The year Anaia Yezierska found new life, America had entered the roaring ’20s, living high, while Germany was in ruins a world away—devastated by war, with a foreclosed economy, few jobs, and massive inflation. Into this desperation and hopelessness came a man and his extremist group, posing as a national savior: Adolph Hitler and his Nazi party.
Finally, after World War II, America knew that welcoming the world’s destitute to our shores past the Statue of Liberty wasn’t enough any more. We had to make house calls. We had to feed a starving Berlin by airlift, rebuild Europe with the Marshall Plan, and help rebuild Japan. It was, in many ways, our finest hour. Worldwide we fed the hungry, tended the sick, gave hope to the victims of flood and famine in Africa, Asia, and places the American flag had never been.
And we defended freedom for others. Every place our banner flew—from Guantanamo Bay in Cuba to Pork Chop Hill in Korea to Khe Sanh in South Vietnam—was an outpost of freedom.

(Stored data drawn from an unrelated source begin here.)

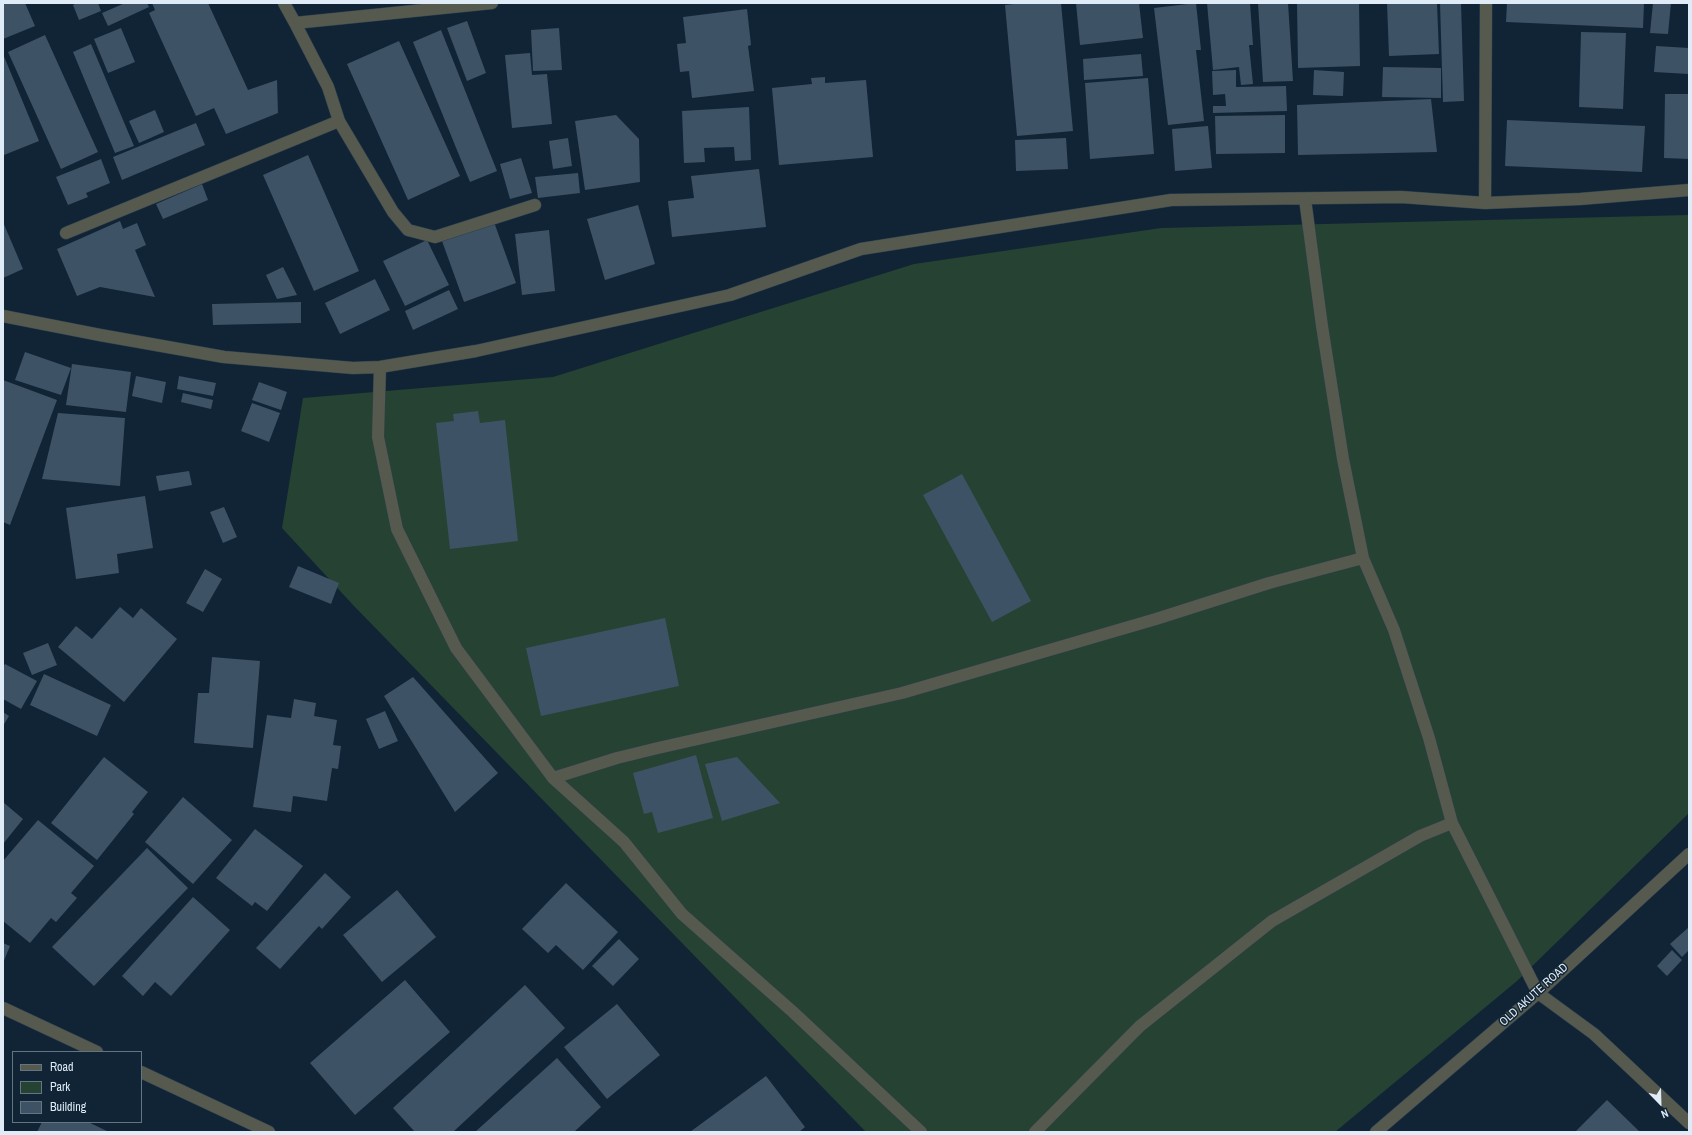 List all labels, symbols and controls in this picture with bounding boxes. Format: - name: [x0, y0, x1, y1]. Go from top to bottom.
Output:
- street label: OLD AKUTE ROAD: [1497, 961, 1571, 1029]
- legend: [12, 1051, 142, 1123]
- text: Road: [50, 1059, 74, 1075]
- text: Park: [50, 1079, 70, 1095]
- north arrow: [1640, 1083, 1680, 1123]
- text: Building: [50, 1099, 86, 1115]
- text: N: [1659, 1106, 1670, 1122] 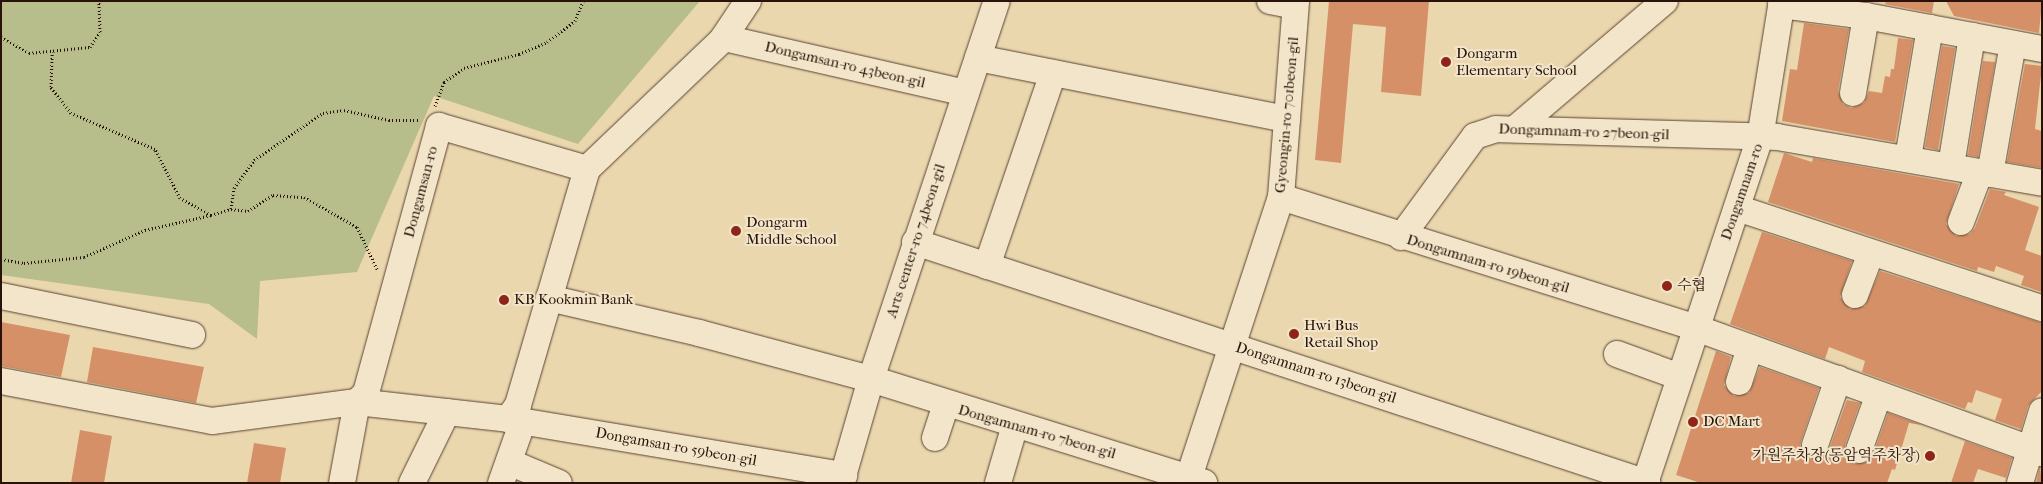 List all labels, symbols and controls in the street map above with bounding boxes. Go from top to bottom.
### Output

It wasn’t just military or political. Americans went overseas with their churches and charities, with the Red Cross, CARE, UNICEF, Heifer Project International, with hospital medical teams, and universities, and countless others enlisted in sharing the fruits of our freedom with others.
Mother Theresa left her life in Yugoslavia in 1928, at age 18, to become a missionary in India. Twenty years later, in 1948, the year of the Berlin airlift, the woman who later won the Nobel Peace Prize came across a half-dead woman of low caste lying on the street outside a hospital in Calcutta. Mother Theresa stayed with the woman, holding her until she died, and from that moment on she served the poorest of the poor.
On the town common in Lexington, or in the streets of Calcutta, or on Calvary, freedom may be nothing more than a lap to die on.
Whatever else our nation now does in rooting out the infection of terrorism, we can only pray that our flag of freedom also arrives in time over the lands of the world’s most destitute, sick, hopeless, and frightened—where the seeds of terror arise.
This is both our history and our destiny. Our flag has withstood revolution, civil war, world wars, depression, famine, plagues, racism, unequal rights, and even prosperity. Now it is time once again to unfurl it in defense of freedom—a precious and delicate thing.
Let us pray now that we once again have not only the strength to defend freedom here and around the world, but—as it’s been with this destiny of ours—that we re-dedicate ourselves to giving hope to the hopeless, food to the starving, medicine to the sick, and rebuild that which needs rebuilding, that this may be once again our finest hour.
A constellation, we called our flag in 1777. We reached high.